DATASET SECTION:

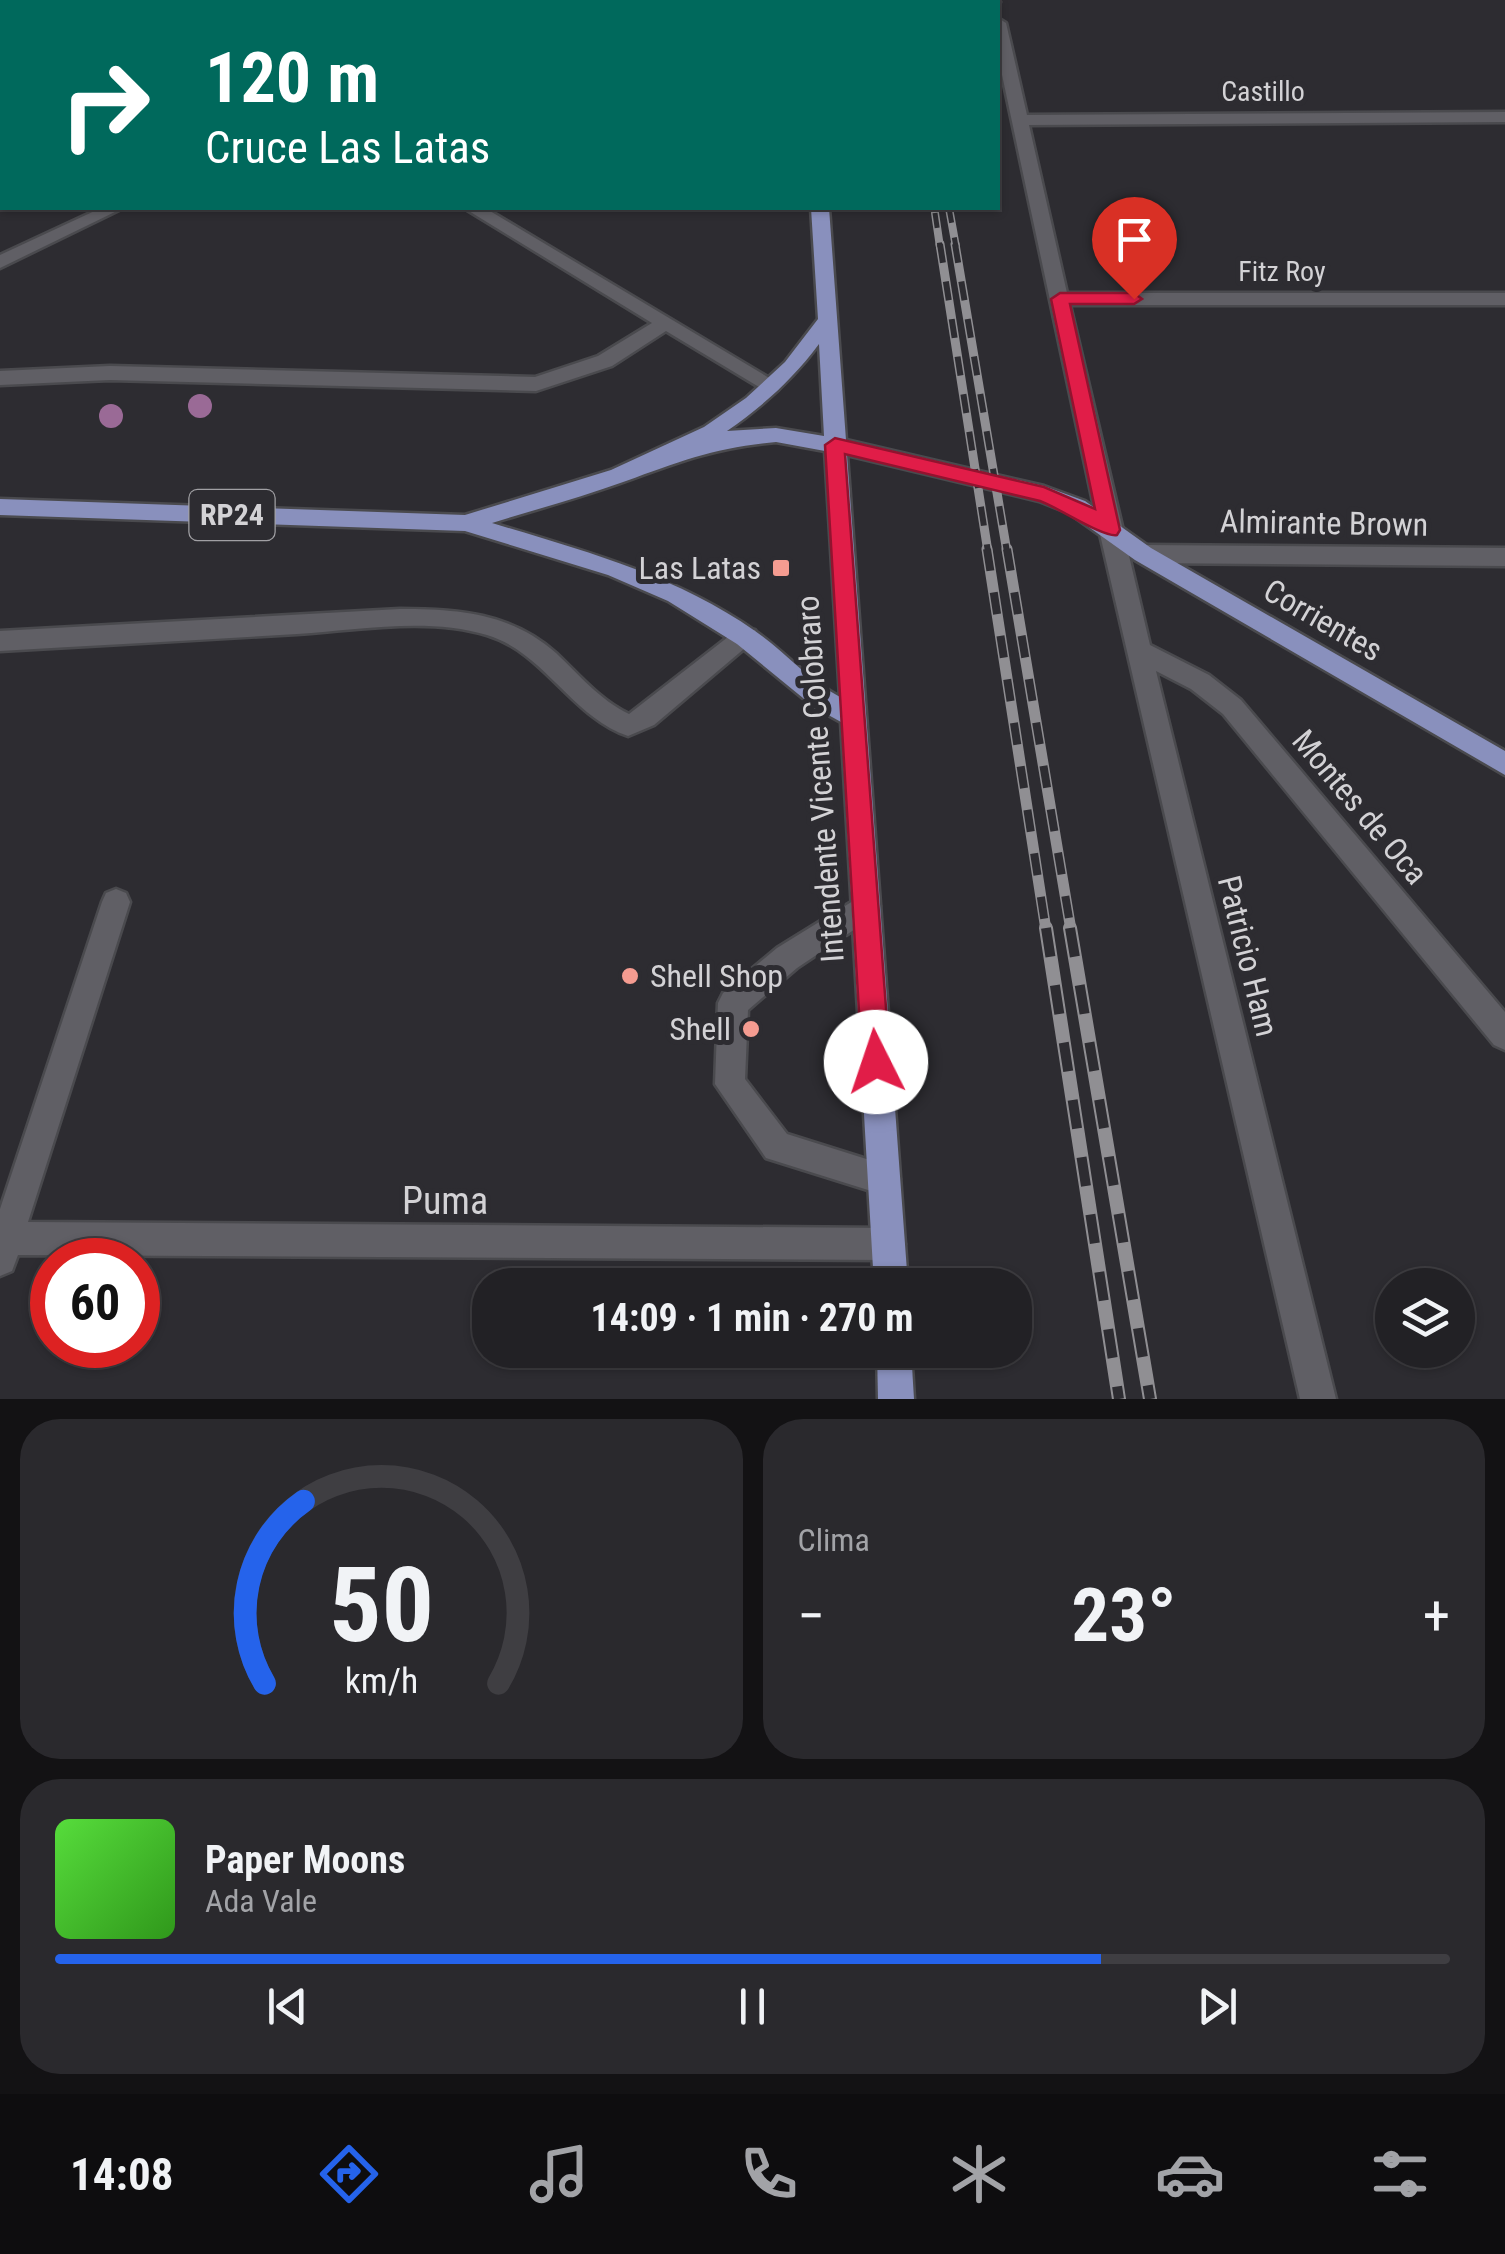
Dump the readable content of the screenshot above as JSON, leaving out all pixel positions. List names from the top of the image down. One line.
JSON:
{"streets":{"main road":["RP24","Corrientes","Intendente Vicente Colobraro"],"street":["Castillo","Fitz Roy","Almirante Brown","Montes de Oca","Patricio Ham","Puma"]},"crossings":[["Castillo","Patricio Ham"],["Fitz Roy","Patricio Ham"],["RP24","Corrientes"],["RP24","Intendente Vicente Colobraro"],["RP24","Patricio Ham"],["Almirante Brown","Corrientes"],["Corrientes","Patricio Ham"],["Intendente Vicente Colobraro","Puma"],["Montes de Oca","Patricio Ham"]],"places":{"transit":["Las Latas"],"other":["Shell Shop","Shell"]},"page":{"turn":["120 m","Cruce Las Latas"],"limit":"60","trip":"14:09 · 1 min · 270 m","tile":"Clima","heat":["−","23°","+"],"song":["Paper Moons","Ada Vale"],"tabs":"14:08","gauge":["50","km/h"]}}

PROBLEM: Omitting all images, print the listing exactly.

FINAL ANSWER:
Dump the readable content of the screenshot above as JSON, leaving out all pixel positions. List names from the top of the image down. One line.
JSON:
{"streets":{"main road":["RP24","Corrientes","Intendente Vicente Colobraro"],"street":["Castillo","Fitz Roy","Almirante Brown","Montes de Oca","Patricio Ham","Puma"]},"crossings":[["Castillo","Patricio Ham"],["Fitz Roy","Patricio Ham"],["RP24","Corrientes"],["RP24","Intendente Vicente Colobraro"],["RP24","Patricio Ham"],["Almirante Brown","Corrientes"],["Corrientes","Patricio Ham"],["Intendente Vicente Colobraro","Puma"],["Montes de Oca","Patricio Ham"]],"places":{"transit":["Las Latas"],"other":["Shell Shop","Shell"]},"page":{"turn":["120 m","Cruce Las Latas"],"limit":"60","trip":"14:09 · 1 min · 270 m","tile":"Clima","heat":["−","23°","+"],"song":["Paper Moons","Ada Vale"],"tabs":"14:08","gauge":["50","km/h"]}}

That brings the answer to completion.